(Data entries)
□ □ □ □ □ □ □

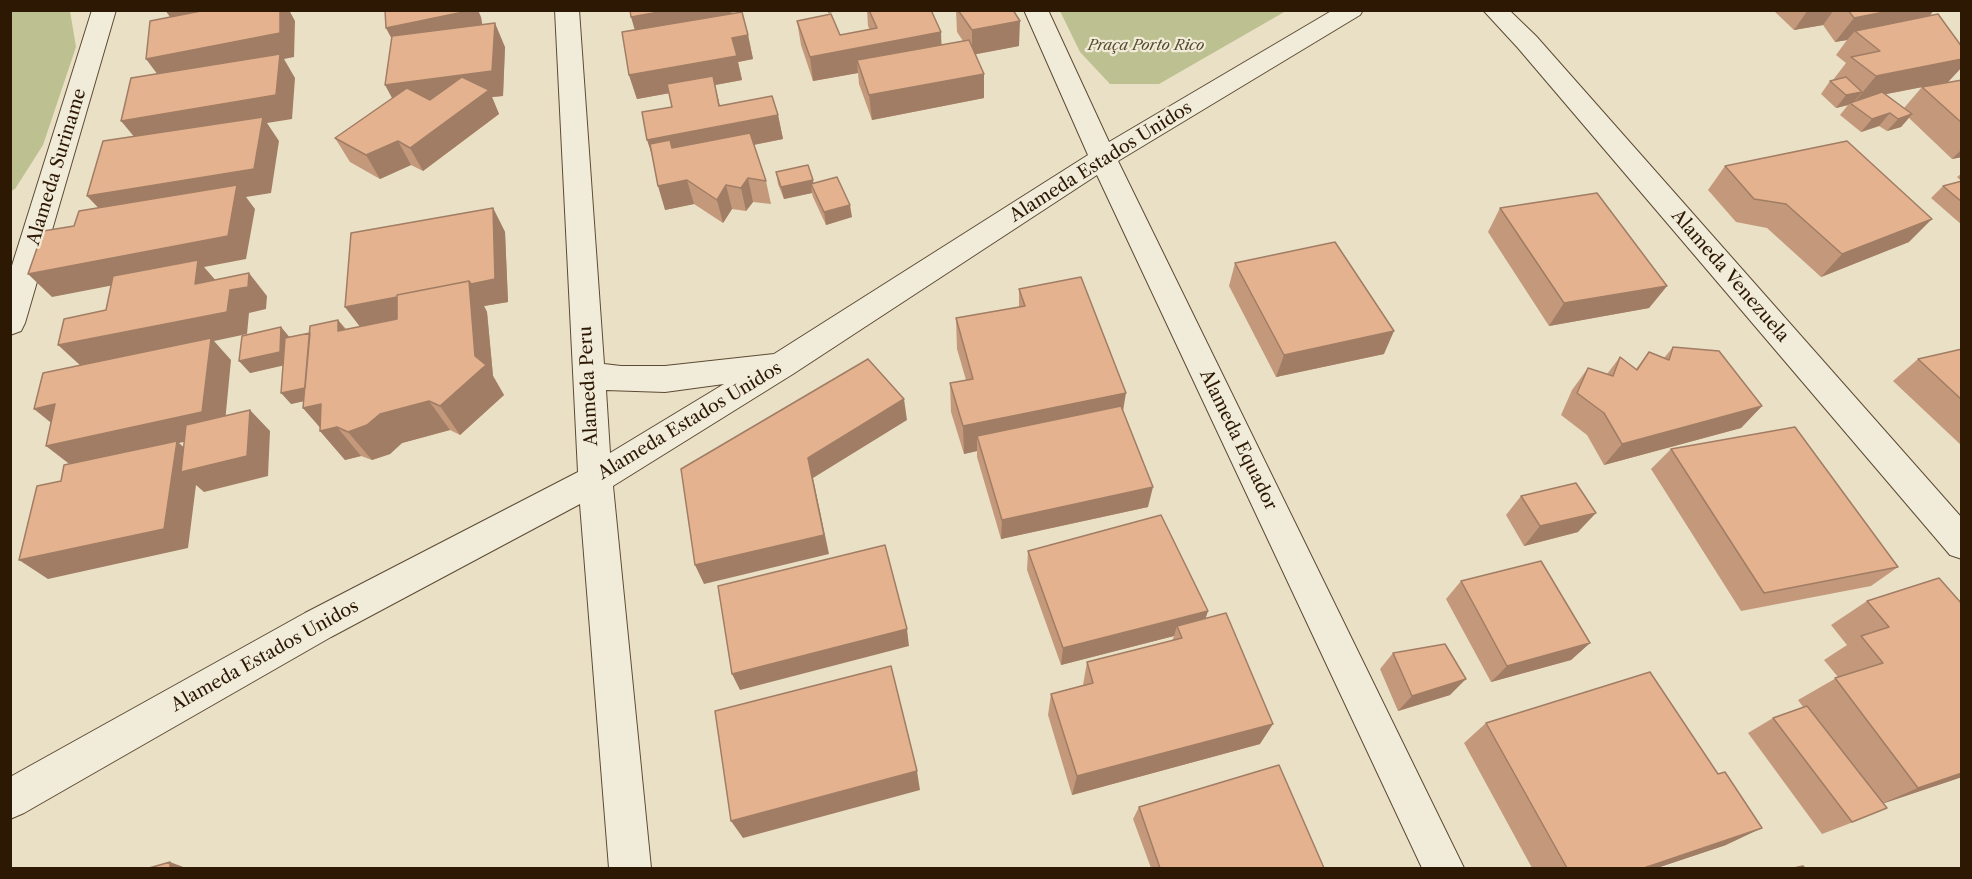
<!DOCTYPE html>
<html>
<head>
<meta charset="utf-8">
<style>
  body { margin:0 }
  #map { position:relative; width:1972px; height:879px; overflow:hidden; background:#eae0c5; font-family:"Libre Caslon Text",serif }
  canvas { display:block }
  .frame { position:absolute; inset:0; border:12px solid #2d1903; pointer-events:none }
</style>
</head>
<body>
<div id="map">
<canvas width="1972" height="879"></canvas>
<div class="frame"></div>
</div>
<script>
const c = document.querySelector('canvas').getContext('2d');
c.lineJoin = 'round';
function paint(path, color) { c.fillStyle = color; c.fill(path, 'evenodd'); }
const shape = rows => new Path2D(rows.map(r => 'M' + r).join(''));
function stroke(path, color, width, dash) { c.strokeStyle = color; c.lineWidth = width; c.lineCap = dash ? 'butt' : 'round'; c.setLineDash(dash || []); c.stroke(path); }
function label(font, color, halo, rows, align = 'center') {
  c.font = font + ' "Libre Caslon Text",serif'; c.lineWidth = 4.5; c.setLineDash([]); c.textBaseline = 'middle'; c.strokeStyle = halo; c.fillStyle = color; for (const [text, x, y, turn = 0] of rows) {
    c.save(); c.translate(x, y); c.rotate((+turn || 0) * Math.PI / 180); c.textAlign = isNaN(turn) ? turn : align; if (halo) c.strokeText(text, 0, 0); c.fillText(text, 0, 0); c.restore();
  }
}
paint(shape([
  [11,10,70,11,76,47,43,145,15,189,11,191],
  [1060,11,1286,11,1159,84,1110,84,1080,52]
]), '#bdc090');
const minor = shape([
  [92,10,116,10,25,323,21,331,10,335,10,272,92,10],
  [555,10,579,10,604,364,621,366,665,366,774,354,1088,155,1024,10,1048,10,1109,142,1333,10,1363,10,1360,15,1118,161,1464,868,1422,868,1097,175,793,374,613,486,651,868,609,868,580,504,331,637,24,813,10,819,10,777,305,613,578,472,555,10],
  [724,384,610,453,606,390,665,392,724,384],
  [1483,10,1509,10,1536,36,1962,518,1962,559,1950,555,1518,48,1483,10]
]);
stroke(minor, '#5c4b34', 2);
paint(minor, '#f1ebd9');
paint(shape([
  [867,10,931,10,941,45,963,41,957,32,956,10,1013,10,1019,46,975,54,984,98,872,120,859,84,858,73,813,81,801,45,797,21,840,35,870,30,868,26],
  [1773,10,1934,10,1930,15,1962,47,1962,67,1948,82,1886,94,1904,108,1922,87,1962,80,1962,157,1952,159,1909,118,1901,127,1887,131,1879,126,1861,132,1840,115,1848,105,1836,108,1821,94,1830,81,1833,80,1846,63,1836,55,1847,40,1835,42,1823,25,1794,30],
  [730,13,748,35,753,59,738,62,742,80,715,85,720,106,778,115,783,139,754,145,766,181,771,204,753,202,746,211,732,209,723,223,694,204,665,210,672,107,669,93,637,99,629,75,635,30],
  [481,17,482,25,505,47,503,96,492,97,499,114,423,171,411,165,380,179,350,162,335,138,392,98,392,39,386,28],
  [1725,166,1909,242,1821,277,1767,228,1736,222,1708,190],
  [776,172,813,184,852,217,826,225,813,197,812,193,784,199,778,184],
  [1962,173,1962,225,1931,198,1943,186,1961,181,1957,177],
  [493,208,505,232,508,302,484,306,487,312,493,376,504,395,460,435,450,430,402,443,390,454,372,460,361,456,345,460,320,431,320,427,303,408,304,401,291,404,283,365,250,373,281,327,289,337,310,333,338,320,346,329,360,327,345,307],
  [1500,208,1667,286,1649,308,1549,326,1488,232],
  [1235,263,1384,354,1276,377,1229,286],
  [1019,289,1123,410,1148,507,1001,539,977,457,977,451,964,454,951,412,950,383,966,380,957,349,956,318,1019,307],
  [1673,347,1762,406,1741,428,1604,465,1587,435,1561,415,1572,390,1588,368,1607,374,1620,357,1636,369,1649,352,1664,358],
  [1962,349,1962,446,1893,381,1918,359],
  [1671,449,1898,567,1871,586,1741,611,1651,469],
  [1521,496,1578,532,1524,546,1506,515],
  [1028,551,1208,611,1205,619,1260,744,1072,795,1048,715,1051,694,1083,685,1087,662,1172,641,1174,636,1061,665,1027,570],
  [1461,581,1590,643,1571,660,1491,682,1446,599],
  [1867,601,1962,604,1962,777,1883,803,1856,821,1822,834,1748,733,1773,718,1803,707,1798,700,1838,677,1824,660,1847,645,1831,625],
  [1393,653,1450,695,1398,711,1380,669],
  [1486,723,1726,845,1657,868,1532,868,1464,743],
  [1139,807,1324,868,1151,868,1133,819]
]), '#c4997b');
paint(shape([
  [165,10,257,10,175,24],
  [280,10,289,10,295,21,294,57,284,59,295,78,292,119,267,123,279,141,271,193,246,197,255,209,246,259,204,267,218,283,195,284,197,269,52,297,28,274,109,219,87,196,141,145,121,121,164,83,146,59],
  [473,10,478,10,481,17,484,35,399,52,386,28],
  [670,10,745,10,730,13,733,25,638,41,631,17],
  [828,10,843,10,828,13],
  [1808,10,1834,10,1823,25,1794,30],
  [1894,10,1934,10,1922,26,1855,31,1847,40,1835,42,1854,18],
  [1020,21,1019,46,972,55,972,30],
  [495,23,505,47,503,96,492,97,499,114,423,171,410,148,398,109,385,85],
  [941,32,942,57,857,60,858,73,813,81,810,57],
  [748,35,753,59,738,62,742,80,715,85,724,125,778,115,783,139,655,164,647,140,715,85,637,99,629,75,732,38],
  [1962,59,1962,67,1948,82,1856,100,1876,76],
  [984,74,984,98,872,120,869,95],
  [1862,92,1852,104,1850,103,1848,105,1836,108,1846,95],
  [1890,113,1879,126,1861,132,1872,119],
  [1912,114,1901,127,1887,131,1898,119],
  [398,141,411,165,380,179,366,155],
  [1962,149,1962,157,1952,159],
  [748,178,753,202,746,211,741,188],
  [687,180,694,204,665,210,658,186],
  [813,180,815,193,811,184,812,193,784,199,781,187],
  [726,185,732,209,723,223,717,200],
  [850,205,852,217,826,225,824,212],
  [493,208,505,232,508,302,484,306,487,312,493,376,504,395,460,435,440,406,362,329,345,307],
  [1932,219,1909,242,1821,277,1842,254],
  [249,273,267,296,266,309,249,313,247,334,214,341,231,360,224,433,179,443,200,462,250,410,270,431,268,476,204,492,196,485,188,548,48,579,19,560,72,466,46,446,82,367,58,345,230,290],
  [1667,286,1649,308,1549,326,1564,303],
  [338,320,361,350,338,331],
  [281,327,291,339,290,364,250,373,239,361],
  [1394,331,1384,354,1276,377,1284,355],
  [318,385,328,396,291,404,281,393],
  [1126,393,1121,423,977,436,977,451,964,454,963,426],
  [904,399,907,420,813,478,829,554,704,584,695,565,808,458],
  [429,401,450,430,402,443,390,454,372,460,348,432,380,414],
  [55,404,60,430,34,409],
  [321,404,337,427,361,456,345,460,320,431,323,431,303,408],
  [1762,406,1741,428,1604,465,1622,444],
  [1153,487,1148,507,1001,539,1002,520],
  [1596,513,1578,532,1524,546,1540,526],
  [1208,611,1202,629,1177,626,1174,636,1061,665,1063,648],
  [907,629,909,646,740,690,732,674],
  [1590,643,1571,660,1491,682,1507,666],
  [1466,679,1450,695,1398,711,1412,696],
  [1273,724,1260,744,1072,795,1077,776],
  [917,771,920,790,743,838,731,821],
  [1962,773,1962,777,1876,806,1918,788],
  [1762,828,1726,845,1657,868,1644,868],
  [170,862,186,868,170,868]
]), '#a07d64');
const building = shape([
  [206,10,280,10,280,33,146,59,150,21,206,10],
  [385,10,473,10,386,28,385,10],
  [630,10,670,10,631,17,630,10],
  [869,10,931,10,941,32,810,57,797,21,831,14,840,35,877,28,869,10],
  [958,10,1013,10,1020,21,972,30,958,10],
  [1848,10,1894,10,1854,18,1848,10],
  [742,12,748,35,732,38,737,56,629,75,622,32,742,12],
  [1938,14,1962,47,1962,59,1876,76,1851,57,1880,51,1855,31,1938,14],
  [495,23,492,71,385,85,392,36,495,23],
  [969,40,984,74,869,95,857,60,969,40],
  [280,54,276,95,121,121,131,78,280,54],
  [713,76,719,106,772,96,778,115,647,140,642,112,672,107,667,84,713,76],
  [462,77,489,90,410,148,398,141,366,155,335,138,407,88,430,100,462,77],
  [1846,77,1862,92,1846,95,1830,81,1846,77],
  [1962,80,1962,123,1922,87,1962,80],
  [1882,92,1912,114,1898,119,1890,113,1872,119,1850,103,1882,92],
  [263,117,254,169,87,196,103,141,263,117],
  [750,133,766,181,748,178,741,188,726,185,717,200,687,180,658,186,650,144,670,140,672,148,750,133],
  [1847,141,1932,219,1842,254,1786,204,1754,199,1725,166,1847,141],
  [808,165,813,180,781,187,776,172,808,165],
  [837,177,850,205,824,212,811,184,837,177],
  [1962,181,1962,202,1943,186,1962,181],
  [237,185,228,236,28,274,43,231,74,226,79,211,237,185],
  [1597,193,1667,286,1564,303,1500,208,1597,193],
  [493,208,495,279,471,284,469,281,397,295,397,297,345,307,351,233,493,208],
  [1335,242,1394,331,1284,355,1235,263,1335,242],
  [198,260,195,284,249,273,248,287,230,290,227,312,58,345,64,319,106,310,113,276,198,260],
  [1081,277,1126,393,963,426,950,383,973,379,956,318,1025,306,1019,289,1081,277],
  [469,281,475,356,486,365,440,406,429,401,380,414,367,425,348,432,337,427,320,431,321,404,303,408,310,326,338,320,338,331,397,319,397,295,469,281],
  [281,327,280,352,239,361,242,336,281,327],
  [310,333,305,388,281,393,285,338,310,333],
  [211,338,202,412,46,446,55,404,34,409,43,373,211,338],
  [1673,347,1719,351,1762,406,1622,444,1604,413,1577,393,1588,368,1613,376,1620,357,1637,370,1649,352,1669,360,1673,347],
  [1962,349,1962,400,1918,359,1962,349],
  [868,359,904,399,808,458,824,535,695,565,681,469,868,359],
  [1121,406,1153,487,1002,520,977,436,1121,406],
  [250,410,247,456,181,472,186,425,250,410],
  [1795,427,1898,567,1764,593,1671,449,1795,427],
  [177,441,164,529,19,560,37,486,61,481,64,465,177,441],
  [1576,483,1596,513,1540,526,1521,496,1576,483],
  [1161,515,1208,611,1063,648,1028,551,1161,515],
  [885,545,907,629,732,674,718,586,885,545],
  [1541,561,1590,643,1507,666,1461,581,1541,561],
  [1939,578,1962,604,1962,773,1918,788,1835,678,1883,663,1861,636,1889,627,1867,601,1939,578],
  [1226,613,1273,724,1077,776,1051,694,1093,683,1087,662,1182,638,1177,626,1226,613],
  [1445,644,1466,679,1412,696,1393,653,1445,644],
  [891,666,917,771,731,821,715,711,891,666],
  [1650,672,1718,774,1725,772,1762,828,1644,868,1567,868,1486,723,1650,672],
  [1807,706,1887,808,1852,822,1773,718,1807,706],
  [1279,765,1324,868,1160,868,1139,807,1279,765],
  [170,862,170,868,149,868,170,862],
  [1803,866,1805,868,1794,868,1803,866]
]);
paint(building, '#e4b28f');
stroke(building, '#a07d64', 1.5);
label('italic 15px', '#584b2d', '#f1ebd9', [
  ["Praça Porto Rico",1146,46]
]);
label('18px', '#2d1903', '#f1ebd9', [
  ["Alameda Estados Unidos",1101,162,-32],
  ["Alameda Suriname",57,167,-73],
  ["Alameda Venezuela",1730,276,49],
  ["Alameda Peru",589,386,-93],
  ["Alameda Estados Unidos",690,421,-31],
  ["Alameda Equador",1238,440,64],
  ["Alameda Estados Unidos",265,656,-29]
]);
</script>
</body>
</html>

□ □ □ □ □ □ □

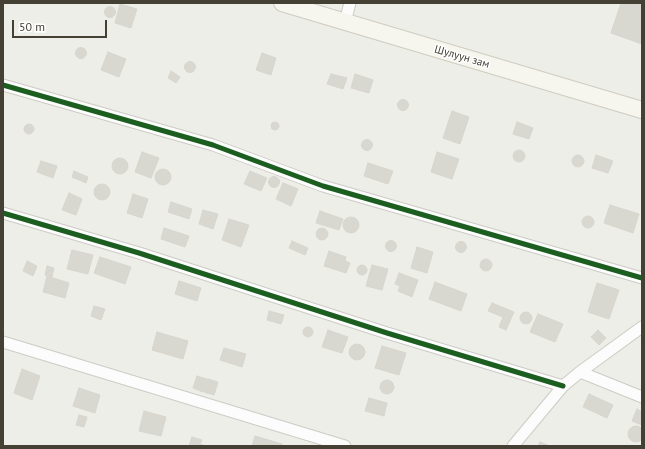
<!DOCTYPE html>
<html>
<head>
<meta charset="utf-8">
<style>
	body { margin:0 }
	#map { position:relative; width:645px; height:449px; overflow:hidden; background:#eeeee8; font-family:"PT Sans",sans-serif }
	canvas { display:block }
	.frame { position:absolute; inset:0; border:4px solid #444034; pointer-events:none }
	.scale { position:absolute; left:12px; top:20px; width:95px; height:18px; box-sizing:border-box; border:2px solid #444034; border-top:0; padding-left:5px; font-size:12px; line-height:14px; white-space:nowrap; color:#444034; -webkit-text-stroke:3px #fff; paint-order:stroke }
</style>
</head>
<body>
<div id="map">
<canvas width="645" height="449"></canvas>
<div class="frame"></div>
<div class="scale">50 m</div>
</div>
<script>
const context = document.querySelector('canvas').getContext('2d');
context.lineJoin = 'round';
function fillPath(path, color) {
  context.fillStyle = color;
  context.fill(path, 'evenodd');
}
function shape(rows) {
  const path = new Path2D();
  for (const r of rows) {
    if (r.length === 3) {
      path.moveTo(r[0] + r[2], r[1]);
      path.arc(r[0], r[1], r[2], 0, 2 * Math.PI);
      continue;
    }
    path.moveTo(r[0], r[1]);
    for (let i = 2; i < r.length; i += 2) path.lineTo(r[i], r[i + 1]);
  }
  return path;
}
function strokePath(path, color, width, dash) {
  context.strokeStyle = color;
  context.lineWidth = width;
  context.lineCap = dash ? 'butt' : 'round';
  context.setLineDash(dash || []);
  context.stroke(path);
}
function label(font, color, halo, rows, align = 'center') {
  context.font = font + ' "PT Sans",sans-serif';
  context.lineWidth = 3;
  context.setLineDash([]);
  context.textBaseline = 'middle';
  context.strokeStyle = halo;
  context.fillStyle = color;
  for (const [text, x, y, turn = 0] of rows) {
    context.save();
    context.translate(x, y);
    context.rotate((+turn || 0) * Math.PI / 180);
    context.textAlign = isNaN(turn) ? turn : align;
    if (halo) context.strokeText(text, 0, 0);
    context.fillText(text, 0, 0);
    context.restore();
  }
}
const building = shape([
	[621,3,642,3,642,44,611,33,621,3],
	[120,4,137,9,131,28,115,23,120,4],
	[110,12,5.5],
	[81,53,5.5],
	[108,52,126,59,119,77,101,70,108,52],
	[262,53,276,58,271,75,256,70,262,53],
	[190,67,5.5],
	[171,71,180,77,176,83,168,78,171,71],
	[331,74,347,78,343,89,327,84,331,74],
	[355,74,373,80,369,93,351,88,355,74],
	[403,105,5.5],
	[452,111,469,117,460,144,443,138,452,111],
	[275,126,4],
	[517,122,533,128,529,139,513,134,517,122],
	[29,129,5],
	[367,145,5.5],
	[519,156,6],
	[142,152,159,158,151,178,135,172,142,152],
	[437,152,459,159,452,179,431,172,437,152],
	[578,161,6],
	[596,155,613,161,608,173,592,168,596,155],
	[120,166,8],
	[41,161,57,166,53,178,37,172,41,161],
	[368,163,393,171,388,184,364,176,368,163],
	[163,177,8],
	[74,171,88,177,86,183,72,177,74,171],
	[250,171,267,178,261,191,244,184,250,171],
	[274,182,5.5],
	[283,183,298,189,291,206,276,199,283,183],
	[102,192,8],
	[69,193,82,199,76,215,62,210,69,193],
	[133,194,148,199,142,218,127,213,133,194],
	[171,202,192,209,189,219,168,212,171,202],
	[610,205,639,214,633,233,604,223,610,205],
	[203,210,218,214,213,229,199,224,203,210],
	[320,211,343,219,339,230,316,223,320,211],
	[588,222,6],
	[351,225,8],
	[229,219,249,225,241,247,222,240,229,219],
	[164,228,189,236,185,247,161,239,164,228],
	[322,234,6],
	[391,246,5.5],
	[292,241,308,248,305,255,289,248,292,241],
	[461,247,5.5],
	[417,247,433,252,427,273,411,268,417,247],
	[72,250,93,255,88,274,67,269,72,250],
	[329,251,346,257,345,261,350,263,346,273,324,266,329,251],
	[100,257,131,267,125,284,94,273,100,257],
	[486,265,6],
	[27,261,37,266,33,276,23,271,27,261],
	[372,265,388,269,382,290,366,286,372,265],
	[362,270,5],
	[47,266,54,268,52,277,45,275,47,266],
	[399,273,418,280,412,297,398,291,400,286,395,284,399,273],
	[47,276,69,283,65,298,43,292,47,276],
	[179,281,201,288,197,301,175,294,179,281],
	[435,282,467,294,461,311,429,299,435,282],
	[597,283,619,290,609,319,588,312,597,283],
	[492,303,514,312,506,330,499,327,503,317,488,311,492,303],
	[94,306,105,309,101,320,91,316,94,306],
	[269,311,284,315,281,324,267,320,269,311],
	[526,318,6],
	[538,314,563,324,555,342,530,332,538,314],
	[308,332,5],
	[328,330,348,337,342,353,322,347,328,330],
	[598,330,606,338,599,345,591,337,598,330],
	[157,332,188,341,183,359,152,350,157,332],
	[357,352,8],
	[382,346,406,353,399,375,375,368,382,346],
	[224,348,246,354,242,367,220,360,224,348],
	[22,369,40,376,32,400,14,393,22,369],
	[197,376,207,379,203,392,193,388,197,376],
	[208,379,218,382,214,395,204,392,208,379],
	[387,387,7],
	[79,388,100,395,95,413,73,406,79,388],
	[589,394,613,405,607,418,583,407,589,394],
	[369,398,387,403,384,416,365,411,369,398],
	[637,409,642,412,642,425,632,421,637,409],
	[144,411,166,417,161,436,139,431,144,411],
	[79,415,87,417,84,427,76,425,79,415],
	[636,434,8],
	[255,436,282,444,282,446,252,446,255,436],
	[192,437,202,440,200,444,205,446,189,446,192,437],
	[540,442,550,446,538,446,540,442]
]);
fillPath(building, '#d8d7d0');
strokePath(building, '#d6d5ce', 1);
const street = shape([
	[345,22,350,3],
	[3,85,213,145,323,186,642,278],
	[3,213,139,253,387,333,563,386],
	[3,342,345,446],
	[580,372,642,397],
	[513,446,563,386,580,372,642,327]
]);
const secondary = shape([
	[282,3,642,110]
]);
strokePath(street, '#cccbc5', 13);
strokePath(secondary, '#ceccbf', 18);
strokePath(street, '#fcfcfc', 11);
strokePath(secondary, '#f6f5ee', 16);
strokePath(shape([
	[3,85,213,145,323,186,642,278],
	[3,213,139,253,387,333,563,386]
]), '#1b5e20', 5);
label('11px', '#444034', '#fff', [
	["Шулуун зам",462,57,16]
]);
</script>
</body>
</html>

□ □ □ □ □ □ □

» DESCRIPTION OF THE TASK
Go to the line with "context.strokeStyle = color;" in the entries above and repeat every line from there through the line with "context.strokeStyle = halo;", exactly and with no other text.

» RESULT OF THIS EXERCISE
  context.strokeStyle = color;
  context.lineWidth = width;
  context.lineCap = dash ? 'butt' : 'round';
  context.setLineDash(dash || []);
  context.stroke(path);
}
function label(font, color, halo, rows, align = 'center') {
  context.font = font + ' "PT Sans",sans-serif';
  context.lineWidth = 3;
  context.setLineDash([]);
  context.textBaseline = 'middle';
  context.strokeStyle = halo;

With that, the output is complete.